05 May 2021
Malcolm Morley: my experience chairing BVA’s bTB Working Group
28 Jul 2020 | Malcolm Morley
Malcolm Morley shares his experience of acting as the impartial chair of BVA's Bovine tuberculosis (bTB) Working Group as it develops a new policy position.
This summer marks the end of one of the most worthwhile projects I've been involved with during my career. For the last fifteen months, I've acted as the impartial chair for BVA's Bovine TB Working Group, which was given the task of reviewing and developing BVA's policy position on this crucial and contentious area of disease control.
I graduated in 1993 from the University of Bristol before entering 100% equine practice as a hospital intern and rapidly realising that my heart lay in practical, pragmatic first-opinion equine practice. Several years down the line, I become very involved with BEVA, and it really opened my eyes to the value of working within our veterinary associations. I have chaired BEVA's Pre-Purchase Examination Working Group and subsequently become very involved with challenging and controversial aspects of European Pre-Purchase Examination. Early in 2019 I was very grateful to be invited to take on the role of impartial chair of BVA's Bovine TB Working Group.

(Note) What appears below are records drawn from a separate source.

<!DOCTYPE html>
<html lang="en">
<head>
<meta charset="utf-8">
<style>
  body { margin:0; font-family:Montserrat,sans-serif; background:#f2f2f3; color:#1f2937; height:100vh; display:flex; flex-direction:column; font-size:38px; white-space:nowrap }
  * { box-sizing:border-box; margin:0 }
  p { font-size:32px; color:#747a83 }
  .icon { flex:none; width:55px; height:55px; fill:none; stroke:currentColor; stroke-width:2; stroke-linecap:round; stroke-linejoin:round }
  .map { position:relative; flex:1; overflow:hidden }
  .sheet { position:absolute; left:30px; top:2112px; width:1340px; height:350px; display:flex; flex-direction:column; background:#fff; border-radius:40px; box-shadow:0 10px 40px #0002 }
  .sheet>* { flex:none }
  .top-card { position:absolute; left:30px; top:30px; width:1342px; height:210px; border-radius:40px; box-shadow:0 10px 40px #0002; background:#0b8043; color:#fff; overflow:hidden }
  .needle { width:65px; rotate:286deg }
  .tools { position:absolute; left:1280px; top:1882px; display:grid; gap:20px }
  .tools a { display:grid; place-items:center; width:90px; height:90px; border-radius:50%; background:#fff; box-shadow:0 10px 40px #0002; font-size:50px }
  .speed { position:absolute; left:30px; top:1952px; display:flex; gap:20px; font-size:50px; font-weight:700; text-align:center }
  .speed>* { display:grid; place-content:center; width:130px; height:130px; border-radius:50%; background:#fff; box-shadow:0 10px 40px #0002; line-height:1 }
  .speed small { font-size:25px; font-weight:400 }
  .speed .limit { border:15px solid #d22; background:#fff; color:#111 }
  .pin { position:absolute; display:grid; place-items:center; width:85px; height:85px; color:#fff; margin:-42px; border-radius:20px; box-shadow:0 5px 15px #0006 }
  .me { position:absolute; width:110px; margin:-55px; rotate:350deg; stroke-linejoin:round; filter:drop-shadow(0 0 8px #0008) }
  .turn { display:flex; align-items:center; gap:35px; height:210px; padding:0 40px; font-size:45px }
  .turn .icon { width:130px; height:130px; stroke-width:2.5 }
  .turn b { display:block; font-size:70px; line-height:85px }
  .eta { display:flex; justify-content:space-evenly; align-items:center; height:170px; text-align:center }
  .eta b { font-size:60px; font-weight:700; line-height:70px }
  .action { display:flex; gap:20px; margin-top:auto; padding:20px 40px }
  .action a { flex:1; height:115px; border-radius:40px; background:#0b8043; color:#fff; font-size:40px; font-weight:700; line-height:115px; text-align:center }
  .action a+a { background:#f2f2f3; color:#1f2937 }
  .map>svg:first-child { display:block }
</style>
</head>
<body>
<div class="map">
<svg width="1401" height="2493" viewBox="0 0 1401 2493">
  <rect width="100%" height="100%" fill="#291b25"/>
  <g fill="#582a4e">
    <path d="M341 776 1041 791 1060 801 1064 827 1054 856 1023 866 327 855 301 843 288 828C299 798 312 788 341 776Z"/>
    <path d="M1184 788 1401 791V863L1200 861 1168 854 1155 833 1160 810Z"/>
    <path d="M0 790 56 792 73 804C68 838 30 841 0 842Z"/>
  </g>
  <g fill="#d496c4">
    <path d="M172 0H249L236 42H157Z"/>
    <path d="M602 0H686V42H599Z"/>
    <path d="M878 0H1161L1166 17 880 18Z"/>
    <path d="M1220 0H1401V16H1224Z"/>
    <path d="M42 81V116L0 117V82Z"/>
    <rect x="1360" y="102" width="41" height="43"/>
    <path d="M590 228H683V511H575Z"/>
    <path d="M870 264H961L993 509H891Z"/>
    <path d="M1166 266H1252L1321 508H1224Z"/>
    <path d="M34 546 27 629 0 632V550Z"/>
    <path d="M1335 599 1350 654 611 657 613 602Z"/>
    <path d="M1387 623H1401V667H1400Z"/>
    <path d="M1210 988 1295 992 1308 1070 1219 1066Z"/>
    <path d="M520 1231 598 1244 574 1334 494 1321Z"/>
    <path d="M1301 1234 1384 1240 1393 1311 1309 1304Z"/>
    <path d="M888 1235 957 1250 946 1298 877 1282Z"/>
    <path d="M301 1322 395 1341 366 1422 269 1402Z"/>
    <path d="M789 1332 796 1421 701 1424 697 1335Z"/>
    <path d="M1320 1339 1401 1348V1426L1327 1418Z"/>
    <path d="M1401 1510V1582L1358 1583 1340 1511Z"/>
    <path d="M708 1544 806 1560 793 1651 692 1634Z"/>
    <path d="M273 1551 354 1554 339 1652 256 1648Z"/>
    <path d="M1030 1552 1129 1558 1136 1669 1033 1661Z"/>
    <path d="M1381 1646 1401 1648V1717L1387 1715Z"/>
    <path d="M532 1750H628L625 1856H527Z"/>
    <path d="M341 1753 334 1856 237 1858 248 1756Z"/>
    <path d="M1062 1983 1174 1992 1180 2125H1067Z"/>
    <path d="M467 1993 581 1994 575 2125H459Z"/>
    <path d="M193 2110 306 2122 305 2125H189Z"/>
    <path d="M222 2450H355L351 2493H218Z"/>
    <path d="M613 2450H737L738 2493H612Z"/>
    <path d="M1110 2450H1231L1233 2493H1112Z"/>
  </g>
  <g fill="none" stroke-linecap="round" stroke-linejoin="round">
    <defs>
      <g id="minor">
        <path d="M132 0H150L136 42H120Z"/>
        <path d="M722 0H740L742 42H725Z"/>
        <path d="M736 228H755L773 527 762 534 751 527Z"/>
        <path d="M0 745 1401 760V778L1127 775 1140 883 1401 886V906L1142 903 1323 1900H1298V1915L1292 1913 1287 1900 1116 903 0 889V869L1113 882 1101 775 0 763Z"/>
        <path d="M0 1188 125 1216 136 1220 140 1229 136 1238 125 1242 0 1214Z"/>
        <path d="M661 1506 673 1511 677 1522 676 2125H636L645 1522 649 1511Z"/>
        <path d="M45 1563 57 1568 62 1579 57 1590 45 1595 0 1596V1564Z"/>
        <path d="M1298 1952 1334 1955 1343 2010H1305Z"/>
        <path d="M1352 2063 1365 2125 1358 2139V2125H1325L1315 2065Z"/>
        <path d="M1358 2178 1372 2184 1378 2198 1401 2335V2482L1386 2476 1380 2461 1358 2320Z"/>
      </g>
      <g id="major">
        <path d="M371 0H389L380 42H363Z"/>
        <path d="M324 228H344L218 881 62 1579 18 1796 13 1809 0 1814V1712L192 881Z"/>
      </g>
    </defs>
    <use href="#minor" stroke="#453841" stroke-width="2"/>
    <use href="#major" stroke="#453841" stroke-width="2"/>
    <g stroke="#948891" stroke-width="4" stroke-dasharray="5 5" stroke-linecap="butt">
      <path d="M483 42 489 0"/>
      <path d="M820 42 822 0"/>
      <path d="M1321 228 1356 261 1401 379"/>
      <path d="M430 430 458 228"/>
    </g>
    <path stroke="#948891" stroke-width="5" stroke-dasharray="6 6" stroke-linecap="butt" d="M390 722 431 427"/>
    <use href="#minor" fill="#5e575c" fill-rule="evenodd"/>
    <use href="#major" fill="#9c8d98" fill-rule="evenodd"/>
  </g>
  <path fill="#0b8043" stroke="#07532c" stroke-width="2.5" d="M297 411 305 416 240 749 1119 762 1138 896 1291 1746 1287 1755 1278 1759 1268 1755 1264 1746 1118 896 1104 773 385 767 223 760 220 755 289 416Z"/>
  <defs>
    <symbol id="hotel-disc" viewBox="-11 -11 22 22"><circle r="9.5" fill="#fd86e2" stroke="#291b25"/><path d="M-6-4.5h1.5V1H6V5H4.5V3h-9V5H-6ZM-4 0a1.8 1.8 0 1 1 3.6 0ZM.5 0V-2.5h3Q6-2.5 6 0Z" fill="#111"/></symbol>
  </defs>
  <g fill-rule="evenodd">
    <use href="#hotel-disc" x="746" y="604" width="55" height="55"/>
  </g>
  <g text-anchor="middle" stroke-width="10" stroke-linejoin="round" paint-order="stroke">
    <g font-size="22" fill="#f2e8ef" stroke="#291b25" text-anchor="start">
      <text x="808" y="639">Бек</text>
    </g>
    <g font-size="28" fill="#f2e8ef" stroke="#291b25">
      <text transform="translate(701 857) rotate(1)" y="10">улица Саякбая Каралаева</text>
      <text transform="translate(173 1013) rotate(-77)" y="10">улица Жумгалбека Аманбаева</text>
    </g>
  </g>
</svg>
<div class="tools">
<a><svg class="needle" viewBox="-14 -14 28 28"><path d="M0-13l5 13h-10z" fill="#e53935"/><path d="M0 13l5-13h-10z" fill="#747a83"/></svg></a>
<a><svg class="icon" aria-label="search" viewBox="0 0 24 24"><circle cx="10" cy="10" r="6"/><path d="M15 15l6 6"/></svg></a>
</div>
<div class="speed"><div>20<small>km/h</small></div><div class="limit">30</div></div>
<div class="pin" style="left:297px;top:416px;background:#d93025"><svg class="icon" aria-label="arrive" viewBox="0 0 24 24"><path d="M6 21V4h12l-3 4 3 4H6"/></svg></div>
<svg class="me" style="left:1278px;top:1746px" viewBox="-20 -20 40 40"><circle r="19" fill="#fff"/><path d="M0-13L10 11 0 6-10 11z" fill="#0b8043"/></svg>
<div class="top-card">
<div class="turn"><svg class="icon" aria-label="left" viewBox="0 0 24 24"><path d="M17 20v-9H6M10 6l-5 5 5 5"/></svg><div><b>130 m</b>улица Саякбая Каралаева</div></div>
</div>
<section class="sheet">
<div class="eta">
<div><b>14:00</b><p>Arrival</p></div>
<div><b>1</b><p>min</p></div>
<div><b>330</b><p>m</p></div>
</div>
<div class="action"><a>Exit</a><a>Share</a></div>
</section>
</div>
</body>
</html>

I must confess that at the outset of the project I probably knew less about bovine TB than most recent graduates – horses are almost entirely spared from the disease. Before our first meeting I had six weeks to read everything I could find on the subject, but even though I have learnt an immense amount over the last 15 months, I have strived to remain impartial, unprejudiced and questioning.
Bovine TB touches the daily work of many vets, and its eradication is a crucial aim for the future of UK animal health, animal welfare and farming. One of the fundamental features of BVA is that we represent the whole profession – it runs through many of the association's values. For that reason, our working group included vets from cattle practice, other areas of large animal work, public health, wildlife practice, zoo medicine and government veterinary work.
We needed our policy to be relevant across the UK, where different approaches have been taken by devolved governments, so representation from BVA devolved branches has proven to be essential. A special thanks to Richard Walters, BVA’s South West Representative and a practitioner working in the High-Risk Area of England whose contribution to one meeting was so valuable we decided to co-opt him on to the group for the full 15 months.
Almost all members of the group acted in a dual capacity – they represented one of BVA's divisions or regions but also brought their own personal expertise and interest in bovine TB. BVA's Ethics and Welfare Advisory Panel also had a significant role, challenging and questioning our work whenever appropriate.
The policy position has been developed through careful consideration of scientific evidence, BVA's previous policies and existing government policy; we have endeavoured to leave no stone unturned. We have gathered evidence from a wide range of individuals and organisations and have strived to listen to and understand the very diverse and firmly held views that go along with bovine TB.
Although we have had challenging debates within our working group, the shared purpose of creating a comprehensive policy position for the UK veterinary profession has united us and resulted in, what I firmly believe is, a very robust and carefully considered policy document. I am especially proud of how this policy considers all parts of the UK equally, and I believe it is the most comprehensive UK-wide review of bovine TB. Input from UK's Chief Veterinary Officers, and their teams working on TB, has been invaluable. I am also very grateful for the contribution we received from social scientists. Social science features heavily in the position, and I believe it has a lot to contribute to many aspects of the veterinary profession.
Many of us crave new challenges and variety in our careers, and I can heartily recommend taking on voluntary roles with BVA and other professional associations. They provide an excellent opportunity to give something to the profession, acquire new skills and learn about other aspects of our immensely diverse veterinary world. The vets who contributed to this work came from many different facets of our profession, and for a first-opinion practitioner, it was very enlightening to see the diverse ways they have used their veterinary degrees.
Finally, I would like to say a big "thank you" to BVA's policy team – they have worked so hard to bring this together, and they quietly contribute so much to our profession.